The production of fossil fuels causes negative externalities
on society and the environment through water and air pollution, as well as
global warming effects such as extreme weather. Climate scientist James Hansen
believes we are at the ‘fork in the road’ where we either continue to produce
fossil fuels without doing anything about its negative effects on climate, or
we make a change. According to Hansen, “The cost of fossil
fuels is artificially low because it does not include the price they incur on
society.” He proposes a gradually rising fee on all fossil fuels at their mine
or port of entry that would then be redistributed to the public.

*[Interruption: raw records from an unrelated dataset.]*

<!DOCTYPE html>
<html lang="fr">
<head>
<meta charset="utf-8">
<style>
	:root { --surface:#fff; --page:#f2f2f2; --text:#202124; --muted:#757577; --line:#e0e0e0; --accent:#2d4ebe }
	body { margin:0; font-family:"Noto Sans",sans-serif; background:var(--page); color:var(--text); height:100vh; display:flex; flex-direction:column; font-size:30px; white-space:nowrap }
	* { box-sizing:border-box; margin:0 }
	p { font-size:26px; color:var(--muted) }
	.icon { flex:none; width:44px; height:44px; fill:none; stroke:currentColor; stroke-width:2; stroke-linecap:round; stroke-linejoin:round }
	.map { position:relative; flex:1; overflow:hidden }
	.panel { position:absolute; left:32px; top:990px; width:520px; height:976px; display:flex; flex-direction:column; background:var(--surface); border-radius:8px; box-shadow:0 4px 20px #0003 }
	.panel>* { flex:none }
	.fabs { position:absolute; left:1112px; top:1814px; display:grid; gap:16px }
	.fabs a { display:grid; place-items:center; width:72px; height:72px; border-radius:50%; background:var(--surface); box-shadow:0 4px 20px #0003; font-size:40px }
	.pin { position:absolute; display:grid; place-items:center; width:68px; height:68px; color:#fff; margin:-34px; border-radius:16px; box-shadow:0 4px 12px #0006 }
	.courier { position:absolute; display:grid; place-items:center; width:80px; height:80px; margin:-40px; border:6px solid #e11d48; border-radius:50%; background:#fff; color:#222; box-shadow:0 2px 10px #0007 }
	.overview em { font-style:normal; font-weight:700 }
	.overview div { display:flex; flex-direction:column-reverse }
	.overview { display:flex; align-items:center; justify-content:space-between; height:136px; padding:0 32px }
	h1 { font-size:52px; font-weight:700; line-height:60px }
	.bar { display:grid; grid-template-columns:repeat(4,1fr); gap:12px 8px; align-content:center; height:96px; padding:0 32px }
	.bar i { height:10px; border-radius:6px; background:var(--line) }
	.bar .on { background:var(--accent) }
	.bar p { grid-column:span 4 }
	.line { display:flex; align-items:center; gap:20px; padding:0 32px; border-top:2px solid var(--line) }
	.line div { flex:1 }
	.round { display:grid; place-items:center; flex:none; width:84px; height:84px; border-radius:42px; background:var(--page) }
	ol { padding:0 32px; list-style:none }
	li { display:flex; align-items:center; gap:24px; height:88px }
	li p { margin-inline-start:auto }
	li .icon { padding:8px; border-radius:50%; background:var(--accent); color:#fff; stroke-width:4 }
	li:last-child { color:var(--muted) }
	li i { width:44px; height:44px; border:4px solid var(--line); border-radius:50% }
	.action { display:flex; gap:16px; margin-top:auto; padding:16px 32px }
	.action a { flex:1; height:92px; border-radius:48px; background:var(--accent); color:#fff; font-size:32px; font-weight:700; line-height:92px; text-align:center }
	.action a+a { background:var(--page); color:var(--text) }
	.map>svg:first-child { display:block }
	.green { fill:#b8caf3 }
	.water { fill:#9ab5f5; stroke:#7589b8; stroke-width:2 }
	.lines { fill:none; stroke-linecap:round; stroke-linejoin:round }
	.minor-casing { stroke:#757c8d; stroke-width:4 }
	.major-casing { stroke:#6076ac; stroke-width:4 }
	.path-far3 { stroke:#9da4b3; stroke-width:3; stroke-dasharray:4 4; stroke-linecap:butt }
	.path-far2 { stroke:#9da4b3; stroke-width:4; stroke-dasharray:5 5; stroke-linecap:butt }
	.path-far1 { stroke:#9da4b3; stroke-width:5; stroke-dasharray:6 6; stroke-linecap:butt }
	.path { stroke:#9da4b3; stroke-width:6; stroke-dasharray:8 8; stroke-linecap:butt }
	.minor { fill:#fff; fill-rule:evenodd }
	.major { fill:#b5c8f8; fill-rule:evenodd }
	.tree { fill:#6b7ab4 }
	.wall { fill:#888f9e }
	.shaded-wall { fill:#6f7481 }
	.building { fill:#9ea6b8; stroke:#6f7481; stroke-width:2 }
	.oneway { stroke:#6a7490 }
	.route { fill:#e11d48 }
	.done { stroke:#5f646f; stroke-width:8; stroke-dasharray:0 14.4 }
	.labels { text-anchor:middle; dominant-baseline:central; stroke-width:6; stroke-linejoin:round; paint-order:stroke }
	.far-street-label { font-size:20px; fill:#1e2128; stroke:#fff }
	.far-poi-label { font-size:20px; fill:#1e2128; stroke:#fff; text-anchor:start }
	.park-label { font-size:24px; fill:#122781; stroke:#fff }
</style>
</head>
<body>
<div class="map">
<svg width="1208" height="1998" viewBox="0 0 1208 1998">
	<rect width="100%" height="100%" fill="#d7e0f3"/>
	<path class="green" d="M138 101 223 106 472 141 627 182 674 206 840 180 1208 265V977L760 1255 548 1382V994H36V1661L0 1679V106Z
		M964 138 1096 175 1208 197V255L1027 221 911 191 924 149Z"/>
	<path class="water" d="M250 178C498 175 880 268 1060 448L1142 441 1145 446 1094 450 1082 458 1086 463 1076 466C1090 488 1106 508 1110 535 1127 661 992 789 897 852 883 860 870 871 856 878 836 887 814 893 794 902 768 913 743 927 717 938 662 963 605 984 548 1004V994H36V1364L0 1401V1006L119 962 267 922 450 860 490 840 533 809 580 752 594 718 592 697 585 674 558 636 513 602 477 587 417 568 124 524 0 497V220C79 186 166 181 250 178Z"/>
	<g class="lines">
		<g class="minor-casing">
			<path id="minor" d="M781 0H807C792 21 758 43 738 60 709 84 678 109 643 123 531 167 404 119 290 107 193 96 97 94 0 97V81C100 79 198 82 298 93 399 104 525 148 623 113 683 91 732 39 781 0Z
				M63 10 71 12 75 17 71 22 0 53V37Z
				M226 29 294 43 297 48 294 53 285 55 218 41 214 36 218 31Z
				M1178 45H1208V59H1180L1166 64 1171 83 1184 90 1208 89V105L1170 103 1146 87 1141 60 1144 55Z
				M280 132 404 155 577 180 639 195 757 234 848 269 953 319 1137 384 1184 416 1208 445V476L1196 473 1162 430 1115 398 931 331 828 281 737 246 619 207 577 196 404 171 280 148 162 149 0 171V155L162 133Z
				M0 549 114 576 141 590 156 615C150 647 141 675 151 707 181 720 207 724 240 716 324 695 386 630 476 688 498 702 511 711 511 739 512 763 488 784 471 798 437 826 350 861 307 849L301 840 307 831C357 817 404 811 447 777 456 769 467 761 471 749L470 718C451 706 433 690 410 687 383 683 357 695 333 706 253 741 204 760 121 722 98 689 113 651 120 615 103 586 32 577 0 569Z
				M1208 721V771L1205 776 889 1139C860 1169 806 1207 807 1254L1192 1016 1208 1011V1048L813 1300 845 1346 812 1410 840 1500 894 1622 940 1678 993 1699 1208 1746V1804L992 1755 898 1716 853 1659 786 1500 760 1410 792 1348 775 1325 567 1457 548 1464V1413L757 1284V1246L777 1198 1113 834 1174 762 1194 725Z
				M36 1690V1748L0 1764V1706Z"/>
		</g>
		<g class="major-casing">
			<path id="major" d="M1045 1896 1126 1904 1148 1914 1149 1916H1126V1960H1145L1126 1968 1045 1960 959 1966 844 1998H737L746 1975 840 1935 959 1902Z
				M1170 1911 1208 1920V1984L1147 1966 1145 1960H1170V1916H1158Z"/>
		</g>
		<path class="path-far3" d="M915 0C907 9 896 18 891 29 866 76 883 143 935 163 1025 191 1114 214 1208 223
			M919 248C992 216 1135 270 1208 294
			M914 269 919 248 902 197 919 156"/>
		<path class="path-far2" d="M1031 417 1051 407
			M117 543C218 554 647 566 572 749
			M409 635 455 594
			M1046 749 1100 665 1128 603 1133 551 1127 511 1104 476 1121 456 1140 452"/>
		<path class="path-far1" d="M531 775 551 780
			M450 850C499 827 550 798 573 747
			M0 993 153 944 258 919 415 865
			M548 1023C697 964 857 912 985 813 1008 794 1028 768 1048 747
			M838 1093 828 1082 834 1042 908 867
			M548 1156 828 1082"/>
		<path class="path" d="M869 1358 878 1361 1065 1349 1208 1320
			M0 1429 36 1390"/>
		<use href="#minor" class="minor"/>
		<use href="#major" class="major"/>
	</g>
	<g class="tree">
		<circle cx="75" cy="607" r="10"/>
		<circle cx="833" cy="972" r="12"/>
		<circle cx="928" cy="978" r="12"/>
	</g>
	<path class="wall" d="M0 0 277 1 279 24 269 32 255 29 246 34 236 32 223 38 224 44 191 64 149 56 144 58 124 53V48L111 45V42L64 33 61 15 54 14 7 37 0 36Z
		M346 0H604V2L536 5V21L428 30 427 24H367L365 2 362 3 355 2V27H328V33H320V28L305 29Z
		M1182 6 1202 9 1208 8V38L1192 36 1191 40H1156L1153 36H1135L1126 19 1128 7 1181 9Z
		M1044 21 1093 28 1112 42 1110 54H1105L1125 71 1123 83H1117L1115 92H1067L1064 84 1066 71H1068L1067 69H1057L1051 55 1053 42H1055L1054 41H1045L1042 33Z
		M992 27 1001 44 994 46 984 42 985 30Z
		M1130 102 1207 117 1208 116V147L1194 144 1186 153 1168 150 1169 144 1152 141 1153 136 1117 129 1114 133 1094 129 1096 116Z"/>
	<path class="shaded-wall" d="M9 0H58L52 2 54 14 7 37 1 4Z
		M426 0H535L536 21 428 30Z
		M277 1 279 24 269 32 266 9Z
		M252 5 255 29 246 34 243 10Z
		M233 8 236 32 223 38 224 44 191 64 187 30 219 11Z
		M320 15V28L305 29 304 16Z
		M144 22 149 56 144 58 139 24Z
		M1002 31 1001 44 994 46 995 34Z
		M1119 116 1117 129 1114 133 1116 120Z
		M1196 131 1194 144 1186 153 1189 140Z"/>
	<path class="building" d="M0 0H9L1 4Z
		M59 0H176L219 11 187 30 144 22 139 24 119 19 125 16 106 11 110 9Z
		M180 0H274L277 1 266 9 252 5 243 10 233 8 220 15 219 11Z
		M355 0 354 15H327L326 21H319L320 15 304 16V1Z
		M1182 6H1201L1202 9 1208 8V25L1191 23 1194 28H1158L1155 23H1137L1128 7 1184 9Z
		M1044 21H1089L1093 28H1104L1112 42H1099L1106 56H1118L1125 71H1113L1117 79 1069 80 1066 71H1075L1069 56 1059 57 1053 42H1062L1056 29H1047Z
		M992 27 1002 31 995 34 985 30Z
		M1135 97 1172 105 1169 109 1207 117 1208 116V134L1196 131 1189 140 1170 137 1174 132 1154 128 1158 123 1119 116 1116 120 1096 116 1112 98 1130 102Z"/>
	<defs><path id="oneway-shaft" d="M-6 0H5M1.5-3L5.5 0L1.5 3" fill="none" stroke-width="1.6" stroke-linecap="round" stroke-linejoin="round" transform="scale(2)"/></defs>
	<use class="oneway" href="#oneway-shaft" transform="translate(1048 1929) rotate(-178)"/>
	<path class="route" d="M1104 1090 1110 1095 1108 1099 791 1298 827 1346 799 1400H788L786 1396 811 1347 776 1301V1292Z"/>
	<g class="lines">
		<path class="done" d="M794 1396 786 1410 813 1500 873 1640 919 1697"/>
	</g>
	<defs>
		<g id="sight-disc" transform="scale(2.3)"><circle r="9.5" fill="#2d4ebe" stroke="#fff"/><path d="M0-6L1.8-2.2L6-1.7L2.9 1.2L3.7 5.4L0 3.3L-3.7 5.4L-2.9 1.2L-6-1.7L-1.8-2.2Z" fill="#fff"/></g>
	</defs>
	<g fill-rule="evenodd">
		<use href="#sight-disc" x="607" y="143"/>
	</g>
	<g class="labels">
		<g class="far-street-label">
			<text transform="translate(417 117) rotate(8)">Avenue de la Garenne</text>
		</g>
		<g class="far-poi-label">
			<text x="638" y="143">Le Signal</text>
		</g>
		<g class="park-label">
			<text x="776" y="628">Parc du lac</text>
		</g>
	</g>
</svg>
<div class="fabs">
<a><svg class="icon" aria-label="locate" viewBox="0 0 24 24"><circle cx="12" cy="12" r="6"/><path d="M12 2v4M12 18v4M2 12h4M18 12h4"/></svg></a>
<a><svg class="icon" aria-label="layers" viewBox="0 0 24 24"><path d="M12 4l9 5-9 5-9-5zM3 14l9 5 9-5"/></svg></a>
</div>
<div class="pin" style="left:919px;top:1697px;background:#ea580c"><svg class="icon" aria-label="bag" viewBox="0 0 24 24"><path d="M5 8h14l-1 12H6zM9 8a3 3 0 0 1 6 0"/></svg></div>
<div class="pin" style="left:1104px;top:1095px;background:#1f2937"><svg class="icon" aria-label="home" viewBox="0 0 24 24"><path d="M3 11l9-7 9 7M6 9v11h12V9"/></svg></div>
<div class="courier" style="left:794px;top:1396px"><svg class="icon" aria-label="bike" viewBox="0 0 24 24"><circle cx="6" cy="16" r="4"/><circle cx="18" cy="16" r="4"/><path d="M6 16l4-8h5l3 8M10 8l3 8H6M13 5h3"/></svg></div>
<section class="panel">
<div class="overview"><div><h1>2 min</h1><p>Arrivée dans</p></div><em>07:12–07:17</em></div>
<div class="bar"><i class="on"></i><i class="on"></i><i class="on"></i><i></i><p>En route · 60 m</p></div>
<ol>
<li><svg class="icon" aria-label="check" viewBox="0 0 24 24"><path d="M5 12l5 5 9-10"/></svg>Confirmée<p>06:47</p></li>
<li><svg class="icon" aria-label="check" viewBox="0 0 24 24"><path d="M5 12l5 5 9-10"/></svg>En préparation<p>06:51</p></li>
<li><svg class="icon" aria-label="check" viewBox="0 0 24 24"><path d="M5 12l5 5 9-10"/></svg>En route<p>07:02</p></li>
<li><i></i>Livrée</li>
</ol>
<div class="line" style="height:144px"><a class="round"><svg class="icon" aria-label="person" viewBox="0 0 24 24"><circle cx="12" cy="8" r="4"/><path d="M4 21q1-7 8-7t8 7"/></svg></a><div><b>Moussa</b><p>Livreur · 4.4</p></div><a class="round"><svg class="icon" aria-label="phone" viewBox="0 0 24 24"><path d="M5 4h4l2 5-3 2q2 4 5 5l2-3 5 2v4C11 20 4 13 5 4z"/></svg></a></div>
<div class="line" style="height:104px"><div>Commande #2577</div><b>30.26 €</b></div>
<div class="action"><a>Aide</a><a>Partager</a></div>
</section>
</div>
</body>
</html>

As Hansen argues, the cost of fossil
fuels is low because the externalities it produces are not taken into consideration
when pricing carbon. Fossil fuels create a negative production externality
where the private marginal cost curve meets the private marginal benefit curve
at a point that leads to over-production of the good. In order to correct this
market failure, Hansen proposes a pigovian tax on fossil fuels. The pigovian
tax should be the size of the externality in order to shift the private
marginal cost curve up by the amount of the tax. The private marginal cost
curve then becomes the social marginal cost curve and the quantity of fossil
fuel production decreases until reaching the point of allocated efficiency.
By imposing a pigovian tax, Hansen is
trying to internalize the externality through the market channel as
opposed to the political channel. If the tax increases were large enough, they
may even cause fossil fuel producers to quit producing. They will only
produce as long as the marginal benefits of producing are greater than the marginal
costs which are now increasing due to the increases in taxes.